[AMDGPU] Don't combine memory intrs to v3i16

v3i16 and v3f16 currently cannot be legalized and lowered so they should not be emitted by inst combining. Moved the check down to still allow extracting 1 or 2 elements via the dmask. Fixes image intrinsics being combined to return v3x16. Differential Revision: https://reviews.llvm.org/D84223
2020-07-21 10:28:12 +02:00 · 2020-07-21 10:28:12 +02:00 · 2c659082bd
parent cf9fa2aa01
commit 2c659082bd
2 changed files with 63 additions and 6 deletions
--- a/llvm/lib/Transforms/InstCombine/InstCombineSimplifyDemanded.cpp
+++ b/llvm/lib/Transforms/InstCombine/InstCombineSimplifyDemanded.cpp
@ -1030,12 +1030,6 @@ Value *InstCombiner::simplifyAMDGCNMemoryIntrinsicDemanded(IntrinsicInst *II,
                                                           APInt DemandedElts,
                                                           int DMaskIdx) {

-  // FIXME: Allow v3i16/v3f16 in buffer intrinsics when the types are fully supported.
-  if (DMaskIdx < 0 &&
-      II->getType()->getScalarSizeInBits() != 32 &&
-      DemandedElts.getActiveBits() == 3)
-    return nullptr;
-
  auto *IIVTy = cast<VectorType>(II->getType());
  unsigned VWidth = IIVTy->getNumElements();
  if (VWidth == 1)
@ -1124,6 +1118,11 @@ Value *InstCombiner::simplifyAMDGCNMemoryIntrinsicDemanded(IntrinsicInst *II,
  if (!NewNumElts)
    return UndefValue::get(II->getType());

+  // FIXME: Allow v3i16/v3f16 in buffer and image intrinsics when the types are
+  // fully supported.
+  if (II->getType()->getScalarSizeInBits() == 16 && NewNumElts == 3)
+    return nullptr;
+
  if (NewNumElts >= VWidth && DemandedElts.isMask()) {
    if (DMaskIdx >= 0)
      II->setArgOperand(DMaskIdx, Args[DMaskIdx]);
--- a/llvm/test/Transforms/InstCombine/AMDGPU/amdgcn-demanded-vector-elts.ll
+++ b/llvm/test/Transforms/InstCombine/AMDGPU/amdgcn-demanded-vector-elts.ll
@ -2965,6 +2965,64 @@ declare <4 x float> @llvm.amdgcn.image.sample.cd.1d.v4f32.f32.f32(i32, float, fl
 ; llvm.amdgcn.image.sample.cd.cl
 ; --------------------------------------------------------------------

+; CHECK-LABEL: @extract_elt3_image_sample_cd_cl_1d_v4f16_f32_f32(
+; CHECK-NEXT: %data = call half @llvm.amdgcn.image.sample.cd.cl.1d.f16.f32.f32(i32 8, float %dsdh, float %dsdv, float %s, float %clamp, <8 x i32> %sampler, <4 x i32> %rsrc, i1 false, i32 0, i32 0)

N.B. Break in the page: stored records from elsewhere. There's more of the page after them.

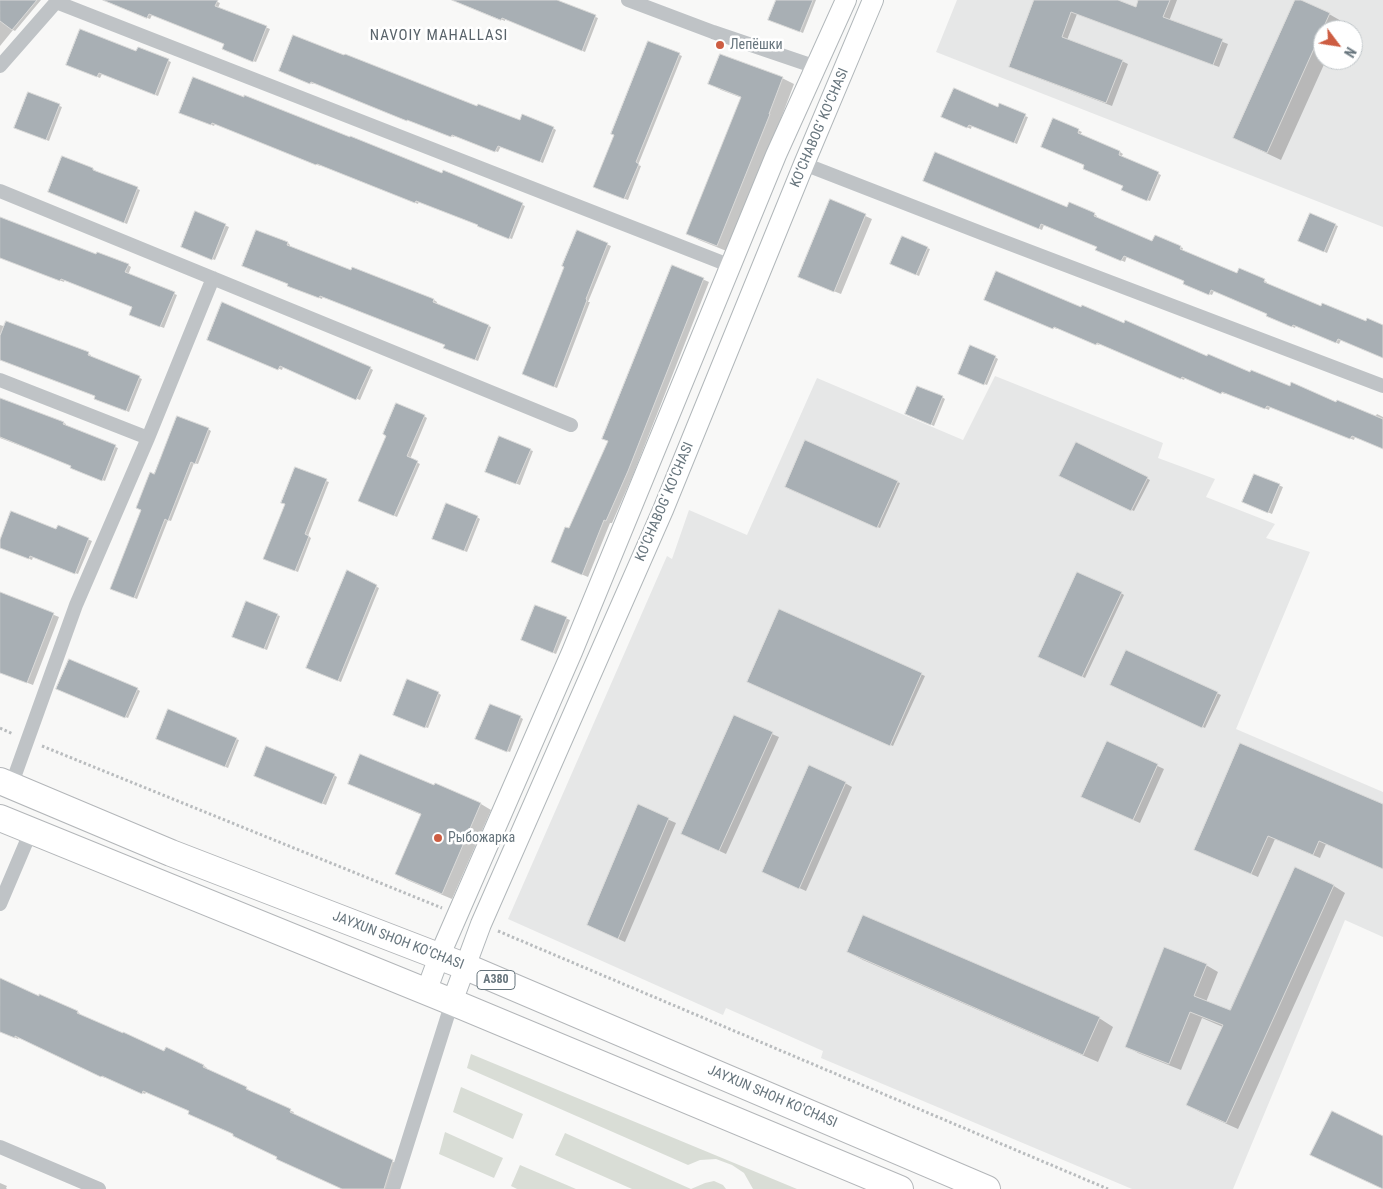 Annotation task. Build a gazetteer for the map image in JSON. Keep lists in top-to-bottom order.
{
  "streets": {
    "highway": ["JAYXUN SHOH KO'CHASI", "A380"],
    "main road": ["KO‘CHABOG‘ KO‘CHASI"]
  },
  "crossings": [
    ["KO‘CHABOG‘ KO‘CHASI", "JAYXUN SHOH KO'CHASI"]
  ],
  "districts": ["NAVOIY MAHALLASI"],
  "places": ["Лепёшки", "Рыбожарка"],
  "north": "bottom right"
}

+; CHECK-NEXT: ret half %data
+define amdgpu_ps half @extract_elt3_image_sample_cd_cl_1d_v4f16_f32_f32(float %dsdh, float %dsdv, float %s, float %clamp, <8 x i32> inreg %sampler, <4 x i32> inreg %rsrc) #0 {
+  %data = call <4 x half> @llvm.amdgcn.image.sample.cd.cl.1d.v4f16.f32.f32(i32 15, float %dsdh, float %dsdv, float %s, float %clamp, <8 x i32> %sampler, <4 x i32> %rsrc, i1 false, i32 0, i32 0)
+  %elt0 = extractelement <4 x half> %data, i32 3
+  ret half %elt0
+}
+
+; CHECK-LABEL: @extract_elt2_image_sample_cd_cl_1d_v4f16_f32_f32(
+; CHECK-NEXT: %data = call half @llvm.amdgcn.image.sample.cd.cl.1d.f16.f32.f32(i32 4, float %dsdh, float %dsdv, float %s, float %clamp, <8 x i32> %sampler, <4 x i32> %rsrc, i1 false, i32 0, i32 0)

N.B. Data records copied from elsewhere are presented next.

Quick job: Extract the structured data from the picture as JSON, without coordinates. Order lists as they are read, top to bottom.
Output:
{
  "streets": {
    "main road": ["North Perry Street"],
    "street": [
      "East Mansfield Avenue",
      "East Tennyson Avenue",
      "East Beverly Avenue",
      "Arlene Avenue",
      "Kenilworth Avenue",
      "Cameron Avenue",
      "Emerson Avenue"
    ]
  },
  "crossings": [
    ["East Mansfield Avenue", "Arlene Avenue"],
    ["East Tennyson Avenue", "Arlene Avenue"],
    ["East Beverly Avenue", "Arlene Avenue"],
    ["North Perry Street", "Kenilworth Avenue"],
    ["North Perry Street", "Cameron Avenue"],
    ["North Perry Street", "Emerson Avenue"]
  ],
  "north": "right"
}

+; CHECK-NEXT: ret half %data
+define amdgpu_ps half @extract_elt2_image_sample_cd_cl_1d_v4f16_f32_f32(float %dsdh, float %dsdv, float %s, float %clamp, <8 x i32> inreg %sampler, <4 x i32> inreg %rsrc) #0 {
+  %data = call <4 x half> @llvm.amdgcn.image.sample.cd.cl.1d.v4f16.f32.f32(i32 15, float %dsdh, float %dsdv, float %s, float %clamp, <8 x i32> %sampler, <4 x i32> %rsrc, i1 false, i32 0, i32 0)

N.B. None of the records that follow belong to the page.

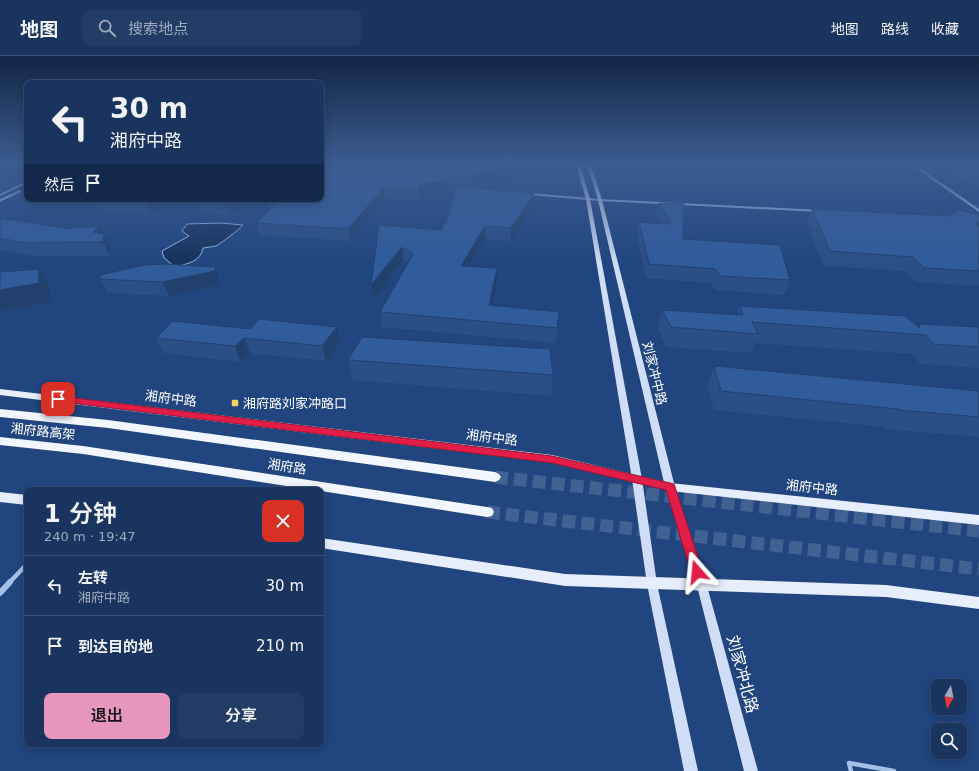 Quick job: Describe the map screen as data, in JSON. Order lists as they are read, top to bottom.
{
  "streets": {
    "highway": ["湘府路高架", "湘府路"],
    "main road": ["刘家冲中路", "湘府中路", "刘家冲北路"]
  },
  "crossings": [
    ["刘家冲中路", "湘府中路"],
    ["刘家冲中路", "刘家冲北路"],
    ["湘府路高架", "湘府路"]
  ],
  "places": {
    "transit": ["湘府路刘家冲路口"]
  },
  "north": "bottom",
  "page": {
    "header": "地图",
    "search": "搜索地点",
    "nav": ["地图", "路线", "收藏"],
    "turn": ["30 m", "湘府中路"],
    "then": "然后",
    "heading": ["1 分钟", "240 m · 19:47"],
    "list": [
      {
        "name": "左转",
        "note": "湘府中路",
        "value": "30 m"
      },
      {
        "name": "到达目的地",
        "value": "210 m"
      }
    ],
    "buttons": ["退出", "分享"]
  }
} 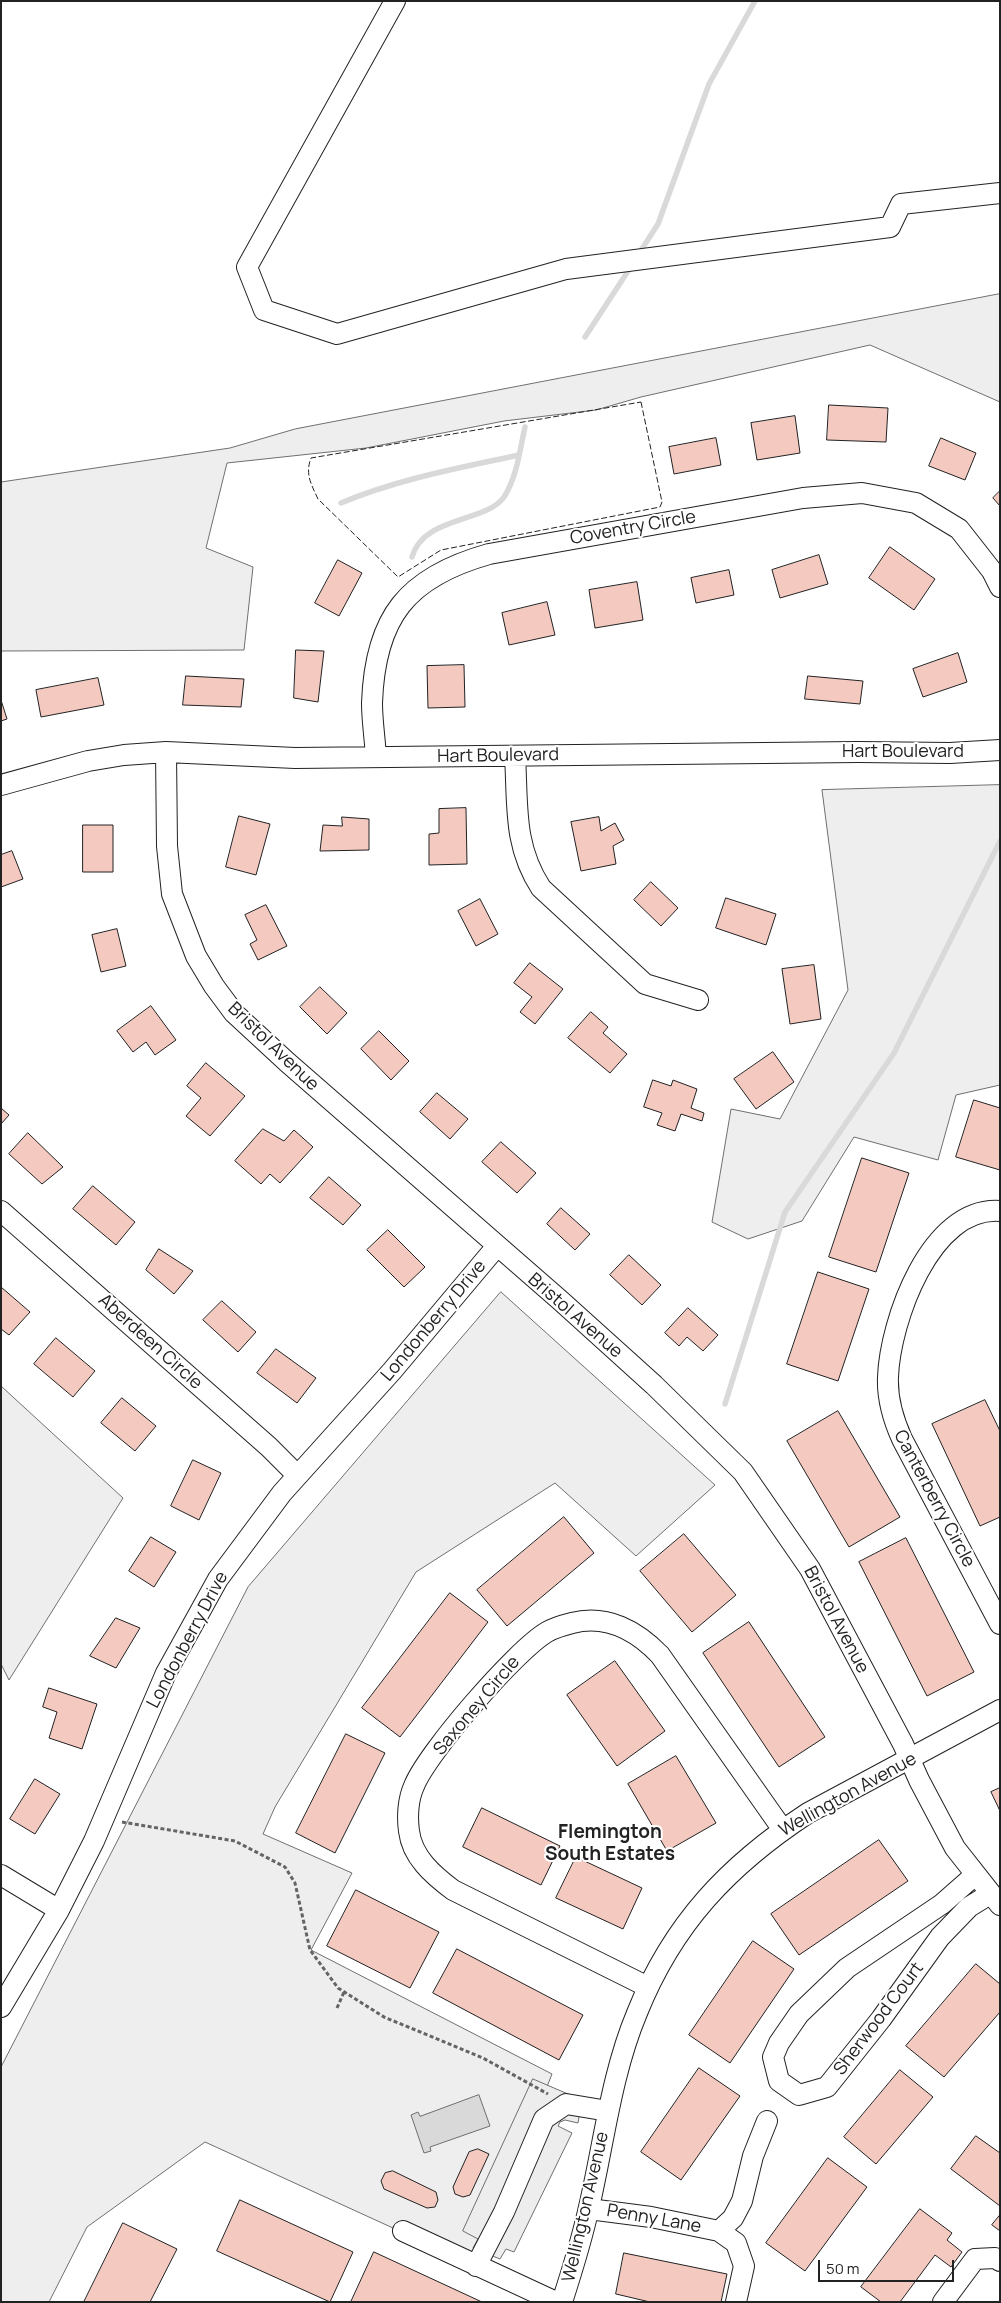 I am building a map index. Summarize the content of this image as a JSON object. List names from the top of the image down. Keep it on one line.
{"streets":{"street":["Coventry Circle","Hart Boulevard","Bristol Avenue","Londonberry Drive","Aberdeen Circle","Canterberry Circle","Saxoney Circle","Wellington Avenue","Sherwood Court","Penny Lane"]},"crossings":[["Coventry Circle","Hart Boulevard"],["Hart Boulevard","Bristol Avenue"],["Bristol Avenue","Londonberry Drive"],["Bristol Avenue","Wellington Avenue"],["Bristol Avenue","Sherwood Court"],["Londonberry Drive","Aberdeen Circle"],["Saxoney Circle","Wellington Avenue"],["Wellington Avenue","Penny Lane"]],"districts":["Flemington South Estates"],"scale_bar":"50 m"}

+  %elt0 = extractelement <4 x half> %data, i32 2
+  ret half %elt0
+}
+
+; CHECK-LABEL: @extract_elt1_image_sample_cd_cl_1d_v4f16_f32_f32(
+; CHECK-NEXT: %data = call half @llvm.amdgcn.image.sample.cd.cl.1d.f16.f32.f32(i32 2, float %dsdh, float %dsdv, float %s, float %clamp, <8 x i32> %sampler, <4 x i32> %rsrc, i1 false, i32 0, i32 0)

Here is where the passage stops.